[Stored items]
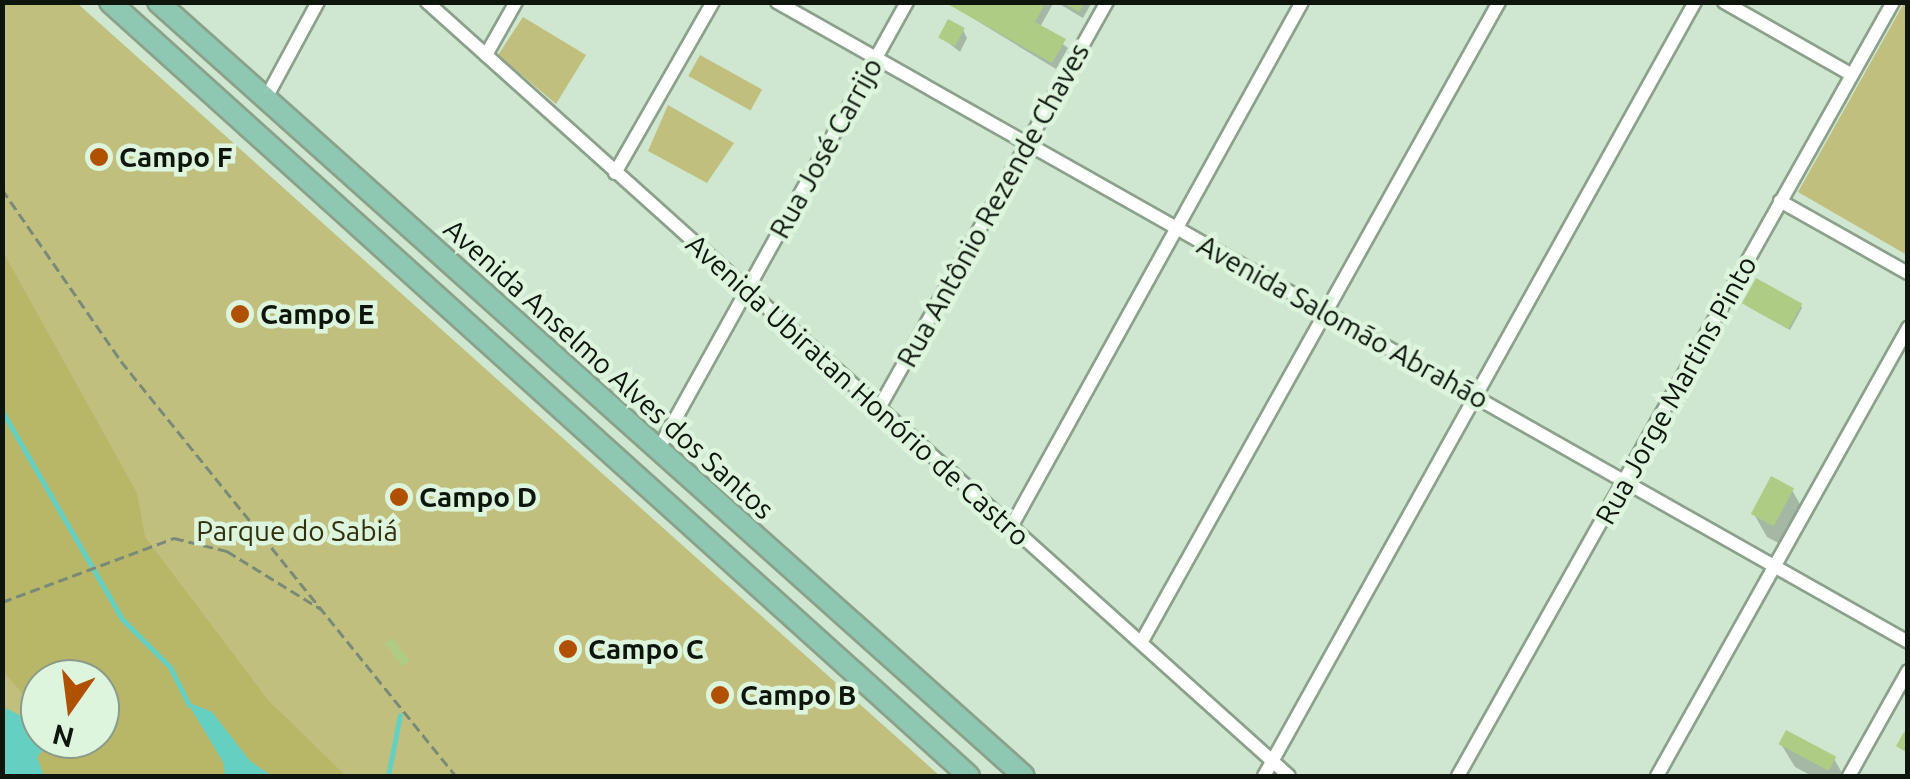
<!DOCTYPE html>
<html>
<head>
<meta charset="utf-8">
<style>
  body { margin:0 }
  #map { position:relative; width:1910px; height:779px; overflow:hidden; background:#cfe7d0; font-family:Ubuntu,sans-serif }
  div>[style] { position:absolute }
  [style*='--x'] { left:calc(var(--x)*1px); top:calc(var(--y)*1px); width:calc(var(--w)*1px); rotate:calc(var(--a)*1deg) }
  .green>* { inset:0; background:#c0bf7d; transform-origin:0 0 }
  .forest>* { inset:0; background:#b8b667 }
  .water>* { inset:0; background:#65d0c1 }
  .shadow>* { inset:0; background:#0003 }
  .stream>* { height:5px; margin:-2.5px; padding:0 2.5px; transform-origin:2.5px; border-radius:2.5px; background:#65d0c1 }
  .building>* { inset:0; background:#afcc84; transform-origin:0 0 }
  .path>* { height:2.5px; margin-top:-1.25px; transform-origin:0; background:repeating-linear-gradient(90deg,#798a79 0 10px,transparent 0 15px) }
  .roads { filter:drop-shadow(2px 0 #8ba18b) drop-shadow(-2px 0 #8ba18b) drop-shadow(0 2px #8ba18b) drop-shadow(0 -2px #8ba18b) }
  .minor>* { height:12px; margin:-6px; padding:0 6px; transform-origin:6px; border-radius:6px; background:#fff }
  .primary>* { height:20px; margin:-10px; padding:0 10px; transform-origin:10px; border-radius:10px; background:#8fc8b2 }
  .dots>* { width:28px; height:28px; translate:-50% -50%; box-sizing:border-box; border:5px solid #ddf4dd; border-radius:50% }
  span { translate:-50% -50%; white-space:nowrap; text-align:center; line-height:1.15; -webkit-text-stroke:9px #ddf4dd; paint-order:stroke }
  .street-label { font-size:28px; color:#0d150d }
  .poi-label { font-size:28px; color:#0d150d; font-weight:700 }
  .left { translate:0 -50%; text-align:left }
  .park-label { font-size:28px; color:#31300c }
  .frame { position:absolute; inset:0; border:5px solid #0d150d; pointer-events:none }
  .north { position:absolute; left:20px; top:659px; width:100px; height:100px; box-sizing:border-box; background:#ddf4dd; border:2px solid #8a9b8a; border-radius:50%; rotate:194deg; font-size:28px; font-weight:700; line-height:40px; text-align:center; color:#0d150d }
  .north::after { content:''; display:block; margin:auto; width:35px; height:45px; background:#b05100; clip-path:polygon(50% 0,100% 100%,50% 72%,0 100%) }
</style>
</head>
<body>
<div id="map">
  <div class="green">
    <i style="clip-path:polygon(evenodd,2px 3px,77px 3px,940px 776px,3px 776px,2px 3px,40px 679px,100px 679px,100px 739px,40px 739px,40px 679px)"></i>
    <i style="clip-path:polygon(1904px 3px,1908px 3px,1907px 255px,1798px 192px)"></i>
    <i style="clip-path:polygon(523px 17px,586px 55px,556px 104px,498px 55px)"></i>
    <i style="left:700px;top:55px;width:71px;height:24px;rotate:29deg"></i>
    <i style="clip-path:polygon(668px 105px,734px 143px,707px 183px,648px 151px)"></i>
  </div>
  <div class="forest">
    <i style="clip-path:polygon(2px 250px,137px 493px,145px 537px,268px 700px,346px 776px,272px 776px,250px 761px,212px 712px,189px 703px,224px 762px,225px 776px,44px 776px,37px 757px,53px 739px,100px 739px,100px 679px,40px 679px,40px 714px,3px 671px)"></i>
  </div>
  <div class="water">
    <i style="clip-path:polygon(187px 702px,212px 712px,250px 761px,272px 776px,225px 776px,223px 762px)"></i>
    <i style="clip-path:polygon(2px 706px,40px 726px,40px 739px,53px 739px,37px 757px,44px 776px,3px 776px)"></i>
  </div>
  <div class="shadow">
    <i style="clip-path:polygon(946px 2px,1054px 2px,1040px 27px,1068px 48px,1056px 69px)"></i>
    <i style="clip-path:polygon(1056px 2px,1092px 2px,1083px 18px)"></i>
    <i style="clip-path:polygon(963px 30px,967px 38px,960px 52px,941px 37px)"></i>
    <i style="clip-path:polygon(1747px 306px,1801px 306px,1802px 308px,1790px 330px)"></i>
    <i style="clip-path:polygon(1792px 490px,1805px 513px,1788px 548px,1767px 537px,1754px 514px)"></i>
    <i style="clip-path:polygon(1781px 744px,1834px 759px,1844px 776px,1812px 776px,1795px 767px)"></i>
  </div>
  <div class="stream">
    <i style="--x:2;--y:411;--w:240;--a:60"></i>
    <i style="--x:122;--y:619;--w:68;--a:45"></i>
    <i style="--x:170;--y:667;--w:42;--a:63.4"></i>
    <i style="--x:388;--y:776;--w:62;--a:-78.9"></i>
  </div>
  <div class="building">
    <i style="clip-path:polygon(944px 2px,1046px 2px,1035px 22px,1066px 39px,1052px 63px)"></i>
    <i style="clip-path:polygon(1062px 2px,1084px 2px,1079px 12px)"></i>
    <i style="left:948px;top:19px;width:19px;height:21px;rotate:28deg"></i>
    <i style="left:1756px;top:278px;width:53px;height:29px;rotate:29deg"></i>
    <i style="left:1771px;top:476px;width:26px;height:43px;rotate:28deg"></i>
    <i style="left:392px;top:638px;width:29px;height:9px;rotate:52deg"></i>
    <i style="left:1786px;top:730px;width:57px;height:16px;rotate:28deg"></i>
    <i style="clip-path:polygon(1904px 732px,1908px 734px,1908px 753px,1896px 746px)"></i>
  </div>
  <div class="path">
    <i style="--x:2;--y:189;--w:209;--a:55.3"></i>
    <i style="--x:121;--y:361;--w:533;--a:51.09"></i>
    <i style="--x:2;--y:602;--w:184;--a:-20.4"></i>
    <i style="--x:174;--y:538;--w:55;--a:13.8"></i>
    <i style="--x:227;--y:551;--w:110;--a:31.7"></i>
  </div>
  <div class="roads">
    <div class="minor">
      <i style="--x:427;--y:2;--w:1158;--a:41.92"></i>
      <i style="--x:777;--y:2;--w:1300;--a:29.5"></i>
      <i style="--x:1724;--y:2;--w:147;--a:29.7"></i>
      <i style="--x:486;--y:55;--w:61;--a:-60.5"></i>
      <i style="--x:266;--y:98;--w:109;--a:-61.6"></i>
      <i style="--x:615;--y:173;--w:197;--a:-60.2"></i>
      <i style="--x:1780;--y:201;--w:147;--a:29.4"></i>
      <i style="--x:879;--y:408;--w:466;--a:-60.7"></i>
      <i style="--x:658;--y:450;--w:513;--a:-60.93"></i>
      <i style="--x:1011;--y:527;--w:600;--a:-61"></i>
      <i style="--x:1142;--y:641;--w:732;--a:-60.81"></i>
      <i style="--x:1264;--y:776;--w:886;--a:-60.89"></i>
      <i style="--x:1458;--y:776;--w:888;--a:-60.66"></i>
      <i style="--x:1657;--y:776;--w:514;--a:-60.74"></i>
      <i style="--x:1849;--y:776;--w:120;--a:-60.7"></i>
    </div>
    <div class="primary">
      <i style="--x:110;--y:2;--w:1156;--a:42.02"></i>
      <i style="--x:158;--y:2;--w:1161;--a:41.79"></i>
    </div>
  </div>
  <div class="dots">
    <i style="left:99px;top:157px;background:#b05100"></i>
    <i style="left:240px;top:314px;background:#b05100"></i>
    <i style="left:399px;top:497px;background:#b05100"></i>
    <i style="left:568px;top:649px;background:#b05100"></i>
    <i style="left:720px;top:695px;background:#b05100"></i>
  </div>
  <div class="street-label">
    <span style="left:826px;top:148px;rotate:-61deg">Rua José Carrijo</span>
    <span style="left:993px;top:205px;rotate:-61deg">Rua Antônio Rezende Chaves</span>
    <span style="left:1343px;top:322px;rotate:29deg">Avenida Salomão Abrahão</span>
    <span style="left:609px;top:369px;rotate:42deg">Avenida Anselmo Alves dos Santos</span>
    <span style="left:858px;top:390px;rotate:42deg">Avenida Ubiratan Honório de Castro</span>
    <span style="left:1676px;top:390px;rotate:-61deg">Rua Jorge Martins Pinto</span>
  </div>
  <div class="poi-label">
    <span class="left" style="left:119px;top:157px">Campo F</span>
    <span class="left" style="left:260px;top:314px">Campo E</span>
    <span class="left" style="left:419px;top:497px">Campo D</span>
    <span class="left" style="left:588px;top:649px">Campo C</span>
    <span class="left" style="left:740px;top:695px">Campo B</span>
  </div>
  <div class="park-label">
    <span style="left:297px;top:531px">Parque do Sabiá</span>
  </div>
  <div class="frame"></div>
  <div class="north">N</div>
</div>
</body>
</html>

Work required:
Reproduce exactly the entries from their first line through the line containing "height:5px; margin:-2.5px; padding:0", including both, and omit any pictures.

Exercise response:
<!DOCTYPE html>
<html>
<head>
<meta charset="utf-8">
<style>
  body { margin:0 }
  #map { position:relative; width:1910px; height:779px; overflow:hidden; background:#cfe7d0; font-family:Ubuntu,sans-serif }
  div>[style] { position:absolute }
  [style*='--x'] { left:calc(var(--x)*1px); top:calc(var(--y)*1px); width:calc(var(--w)*1px); rotate:calc(var(--a)*1deg) }
  .green>* { inset:0; background:#c0bf7d; transform-origin:0 0 }
  .forest>* { inset:0; background:#b8b667 }
  .water>* { inset:0; background:#65d0c1 }
  .shadow>* { inset:0; background:#0003 }
  .stream>* { height:5px; margin:-2.5px; padding:0 2.5px; transform-origin:2.5px; border-radius:2.5px; background:#65d0c1 }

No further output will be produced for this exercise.